В ужасе вытаращив глаза, Мэдди выползла из беседки и уселась под дождем рядом с Тристаном.
– Но зачем она это делала, если знала, что это вас так пугает?
– Она не знала, – возразил Тристан. – Я ничего ей не говорил. Даже шестилетнему ребенку было понятно, что у нее просто нет другого выхода.
Мэдди показалось, что сердце ее разрывается на части. Перед ее мысленным взором предстала эта чудовищная картина: маленький черноволосый мальчик дрожит от страха в темном шкафу, пока его мать торгует своим телом как грошовая шлюха.
Тристан отвернулся, не желая встречаться с ней взглядом, и уставился на далекий горизонт, где солнце уже пробивалось сквозь тучи.
– А потом, – продолжал он вполголоса, – все мои проблемы с платяным шкафом решились благодаря одному кучеру. Он переехал мою мать. Тот день был очень похож на сегодняшний. В лицо этому кучеру бил ветер и дождь, и, наверное, он даже не заметил, что кто-то угодил под колеса экипажа. Моя мать была такой маленькой и худенькой… ее легко было принять за кучу тряпья, которое кто-нибудь уронил посреди Хеймаркет-стрит.
– Ох, Тристан! Какой ужас вам довелось пережить! – Мэдди ласково коснулась его руки. – А после этого вас взяла к себе графиня Рэнда?
– Да. – Тристан, наконец, взглянул в лицо своей собеседнице, и губы его искривились в болезненной улыбке. – Хозяйка борделя знала, кто был моим отцом, и велела одному из своих громил-помощников доставить меня в дом графа. Разумеется, граф все отрицал. Но графиня прижала меня к своей груди, осушила мои слезы поцелуями и приняла меня в своем доме как родного сына. С тех пор я стал лордом Тристаном, и ничто уже не напоминает мне о моем отвратительном детстве и о моей бедной матери, кроме этой проклятой трусости, которая, должно быть, будет преследовать меня до могилы.

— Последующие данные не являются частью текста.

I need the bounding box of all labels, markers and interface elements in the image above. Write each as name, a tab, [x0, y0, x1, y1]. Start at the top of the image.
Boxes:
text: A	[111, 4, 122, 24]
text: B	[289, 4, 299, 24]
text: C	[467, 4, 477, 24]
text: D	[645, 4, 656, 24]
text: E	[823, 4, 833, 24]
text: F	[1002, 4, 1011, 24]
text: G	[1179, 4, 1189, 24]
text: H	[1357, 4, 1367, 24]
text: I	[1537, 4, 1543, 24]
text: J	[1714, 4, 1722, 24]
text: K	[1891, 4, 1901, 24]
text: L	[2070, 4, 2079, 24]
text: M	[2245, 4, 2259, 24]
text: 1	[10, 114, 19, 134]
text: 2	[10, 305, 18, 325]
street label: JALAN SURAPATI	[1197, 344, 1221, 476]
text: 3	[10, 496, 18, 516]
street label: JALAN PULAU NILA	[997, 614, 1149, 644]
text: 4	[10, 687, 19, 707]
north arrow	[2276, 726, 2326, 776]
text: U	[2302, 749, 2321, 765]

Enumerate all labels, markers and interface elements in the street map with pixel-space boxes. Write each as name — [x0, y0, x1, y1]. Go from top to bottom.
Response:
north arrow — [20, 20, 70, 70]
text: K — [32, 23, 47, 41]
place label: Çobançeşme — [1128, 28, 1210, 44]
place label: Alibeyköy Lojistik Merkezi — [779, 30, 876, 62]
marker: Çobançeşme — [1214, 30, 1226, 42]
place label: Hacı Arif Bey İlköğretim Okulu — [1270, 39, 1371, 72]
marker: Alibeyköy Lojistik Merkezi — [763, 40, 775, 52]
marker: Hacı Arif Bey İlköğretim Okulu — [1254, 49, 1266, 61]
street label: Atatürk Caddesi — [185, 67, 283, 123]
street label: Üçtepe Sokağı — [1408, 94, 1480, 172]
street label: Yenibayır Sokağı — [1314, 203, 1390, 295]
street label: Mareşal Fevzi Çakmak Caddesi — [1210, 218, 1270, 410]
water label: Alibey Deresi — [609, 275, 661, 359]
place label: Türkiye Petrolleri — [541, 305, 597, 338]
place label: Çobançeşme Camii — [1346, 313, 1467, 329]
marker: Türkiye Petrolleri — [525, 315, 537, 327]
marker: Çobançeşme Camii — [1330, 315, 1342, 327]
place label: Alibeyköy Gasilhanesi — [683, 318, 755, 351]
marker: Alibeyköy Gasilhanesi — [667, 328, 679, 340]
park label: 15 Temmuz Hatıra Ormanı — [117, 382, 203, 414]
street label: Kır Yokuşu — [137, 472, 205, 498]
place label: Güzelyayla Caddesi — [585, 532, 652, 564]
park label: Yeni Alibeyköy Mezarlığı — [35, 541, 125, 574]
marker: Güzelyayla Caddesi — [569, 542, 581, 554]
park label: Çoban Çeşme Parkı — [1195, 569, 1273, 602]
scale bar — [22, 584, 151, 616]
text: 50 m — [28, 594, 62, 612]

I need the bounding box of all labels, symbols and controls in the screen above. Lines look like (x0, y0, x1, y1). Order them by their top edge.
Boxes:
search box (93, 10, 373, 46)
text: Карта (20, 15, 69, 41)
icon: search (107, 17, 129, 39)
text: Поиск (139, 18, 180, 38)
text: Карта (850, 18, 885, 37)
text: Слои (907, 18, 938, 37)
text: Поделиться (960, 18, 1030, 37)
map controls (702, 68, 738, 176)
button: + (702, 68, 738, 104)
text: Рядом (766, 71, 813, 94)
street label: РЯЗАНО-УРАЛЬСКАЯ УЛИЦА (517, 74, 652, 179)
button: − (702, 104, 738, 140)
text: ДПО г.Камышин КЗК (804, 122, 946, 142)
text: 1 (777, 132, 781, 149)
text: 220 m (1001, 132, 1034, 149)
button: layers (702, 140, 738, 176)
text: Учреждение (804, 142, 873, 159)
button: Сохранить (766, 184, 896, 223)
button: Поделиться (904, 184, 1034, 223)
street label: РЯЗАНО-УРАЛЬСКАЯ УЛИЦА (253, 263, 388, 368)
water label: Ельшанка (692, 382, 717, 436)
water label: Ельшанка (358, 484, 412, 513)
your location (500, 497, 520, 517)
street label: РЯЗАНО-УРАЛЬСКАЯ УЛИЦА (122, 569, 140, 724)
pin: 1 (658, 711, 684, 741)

Мэдди ободряюще сжала его руку.
– Никогда больше не называйте себя трусом! Вы самый смелый человек из всех, кого я когда-либо встречала! Когда я думаю о том, какую пытку вам пришлось вынести в тех ужасных темных трабулях, мне просто хочется плакать. – И опустив голову на плечо Тристана, она действительно расплакалась.
Тристан ошеломленно тряхнул головой. Он ошибся, предполагая, что внушит Мэдди отвращение этой грязной историей. Очевидно, его откровения ничуть не изменили ее отношения к нему. Когда Мэдди выплакалась, на лице ее было столь же очарованное выражение… и это грозило бедой, если только Тристану не удастся сию же минуту выбить из ее головы идиотское представление о нем как о трагическом герое.
И это была не единственная его ошибка. Вторая состояла в том, что Тристан все же простудился. Следующие два дня и две ночи его лихорадило. Мэдди ни разу не упрекнула его в том, что он не прислушался к ее совету, однако в глазах ее явственно читалась укоризна.